(Saved data entries)
╔══
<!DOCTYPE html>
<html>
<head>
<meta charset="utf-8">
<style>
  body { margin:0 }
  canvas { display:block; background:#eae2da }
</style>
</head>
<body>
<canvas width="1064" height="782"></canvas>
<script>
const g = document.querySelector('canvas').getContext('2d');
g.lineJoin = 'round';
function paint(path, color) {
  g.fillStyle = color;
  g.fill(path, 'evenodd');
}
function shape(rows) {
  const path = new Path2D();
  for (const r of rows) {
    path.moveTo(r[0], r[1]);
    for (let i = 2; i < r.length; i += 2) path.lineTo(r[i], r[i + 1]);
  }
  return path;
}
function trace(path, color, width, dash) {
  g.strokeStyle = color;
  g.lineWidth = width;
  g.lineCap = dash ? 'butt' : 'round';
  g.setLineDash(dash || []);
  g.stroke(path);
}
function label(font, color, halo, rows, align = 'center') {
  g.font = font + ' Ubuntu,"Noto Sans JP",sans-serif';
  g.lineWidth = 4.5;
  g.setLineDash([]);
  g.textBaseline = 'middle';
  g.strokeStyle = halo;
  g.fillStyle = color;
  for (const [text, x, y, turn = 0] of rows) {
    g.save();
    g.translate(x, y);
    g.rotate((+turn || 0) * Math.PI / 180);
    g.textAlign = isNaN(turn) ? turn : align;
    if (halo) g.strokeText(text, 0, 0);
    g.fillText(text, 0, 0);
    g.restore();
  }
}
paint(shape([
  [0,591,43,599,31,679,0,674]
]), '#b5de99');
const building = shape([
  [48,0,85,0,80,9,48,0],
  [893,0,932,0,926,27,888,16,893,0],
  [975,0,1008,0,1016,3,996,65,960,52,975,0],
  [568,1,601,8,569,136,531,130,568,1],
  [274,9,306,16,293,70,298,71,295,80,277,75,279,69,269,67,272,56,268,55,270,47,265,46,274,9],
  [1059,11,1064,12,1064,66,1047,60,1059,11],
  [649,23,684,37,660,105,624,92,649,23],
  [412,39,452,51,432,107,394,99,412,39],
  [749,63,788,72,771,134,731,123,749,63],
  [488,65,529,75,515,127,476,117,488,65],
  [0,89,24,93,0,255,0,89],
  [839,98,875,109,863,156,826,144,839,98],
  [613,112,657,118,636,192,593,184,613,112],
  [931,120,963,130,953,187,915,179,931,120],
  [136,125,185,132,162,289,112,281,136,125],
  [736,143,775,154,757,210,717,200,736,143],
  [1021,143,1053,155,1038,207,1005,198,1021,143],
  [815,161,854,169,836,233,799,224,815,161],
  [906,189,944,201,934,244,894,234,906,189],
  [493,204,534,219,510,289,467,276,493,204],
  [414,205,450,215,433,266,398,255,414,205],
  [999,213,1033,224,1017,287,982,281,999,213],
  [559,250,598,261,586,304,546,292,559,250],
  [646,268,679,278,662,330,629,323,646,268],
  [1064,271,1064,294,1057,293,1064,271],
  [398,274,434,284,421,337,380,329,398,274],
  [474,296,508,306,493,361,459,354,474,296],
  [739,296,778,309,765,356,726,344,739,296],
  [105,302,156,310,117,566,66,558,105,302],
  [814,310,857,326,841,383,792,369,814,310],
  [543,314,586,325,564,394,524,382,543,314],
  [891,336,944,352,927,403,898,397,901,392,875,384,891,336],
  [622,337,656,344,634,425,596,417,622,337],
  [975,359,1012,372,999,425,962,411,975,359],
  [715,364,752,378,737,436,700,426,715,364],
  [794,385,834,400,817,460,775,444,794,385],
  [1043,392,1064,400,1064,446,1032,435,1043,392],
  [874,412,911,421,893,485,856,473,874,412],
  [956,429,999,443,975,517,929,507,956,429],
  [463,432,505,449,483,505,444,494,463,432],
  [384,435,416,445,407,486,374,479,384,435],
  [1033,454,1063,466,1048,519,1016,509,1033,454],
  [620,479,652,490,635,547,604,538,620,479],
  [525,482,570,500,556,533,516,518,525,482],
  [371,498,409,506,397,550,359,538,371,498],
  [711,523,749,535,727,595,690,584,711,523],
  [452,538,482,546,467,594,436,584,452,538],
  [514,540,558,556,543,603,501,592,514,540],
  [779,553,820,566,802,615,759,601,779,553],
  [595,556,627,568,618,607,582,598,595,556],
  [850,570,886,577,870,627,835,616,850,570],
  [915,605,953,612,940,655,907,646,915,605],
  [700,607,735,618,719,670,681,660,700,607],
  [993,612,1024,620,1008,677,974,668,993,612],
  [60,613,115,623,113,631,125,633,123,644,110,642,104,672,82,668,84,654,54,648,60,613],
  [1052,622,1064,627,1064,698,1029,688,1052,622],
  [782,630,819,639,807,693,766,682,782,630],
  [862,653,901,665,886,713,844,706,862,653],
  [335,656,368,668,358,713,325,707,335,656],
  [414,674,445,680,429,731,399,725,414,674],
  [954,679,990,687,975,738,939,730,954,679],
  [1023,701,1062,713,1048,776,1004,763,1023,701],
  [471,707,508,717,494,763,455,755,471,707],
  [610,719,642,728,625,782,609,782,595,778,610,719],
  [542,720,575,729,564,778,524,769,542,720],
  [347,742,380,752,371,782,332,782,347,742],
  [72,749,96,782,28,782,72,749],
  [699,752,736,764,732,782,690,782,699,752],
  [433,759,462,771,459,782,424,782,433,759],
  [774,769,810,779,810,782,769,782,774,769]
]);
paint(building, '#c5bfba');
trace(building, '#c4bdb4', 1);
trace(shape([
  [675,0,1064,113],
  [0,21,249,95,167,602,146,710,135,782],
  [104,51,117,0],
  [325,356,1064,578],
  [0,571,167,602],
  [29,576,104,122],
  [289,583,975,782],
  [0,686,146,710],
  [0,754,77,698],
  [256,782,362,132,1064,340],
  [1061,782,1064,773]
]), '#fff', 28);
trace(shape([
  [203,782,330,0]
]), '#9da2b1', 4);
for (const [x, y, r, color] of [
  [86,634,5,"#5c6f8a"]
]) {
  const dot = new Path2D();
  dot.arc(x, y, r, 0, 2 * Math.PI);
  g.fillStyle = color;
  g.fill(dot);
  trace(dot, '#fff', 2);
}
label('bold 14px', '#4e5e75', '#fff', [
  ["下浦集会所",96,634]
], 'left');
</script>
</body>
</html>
╚══
YOUR GOAL = Please list every line of the records that contains "align".

ANSWER FOR THIS EXERCISE =
function label(font, color, halo, rows, align = 'center') {
    g.textAlign = isNaN(turn) ? turn : align;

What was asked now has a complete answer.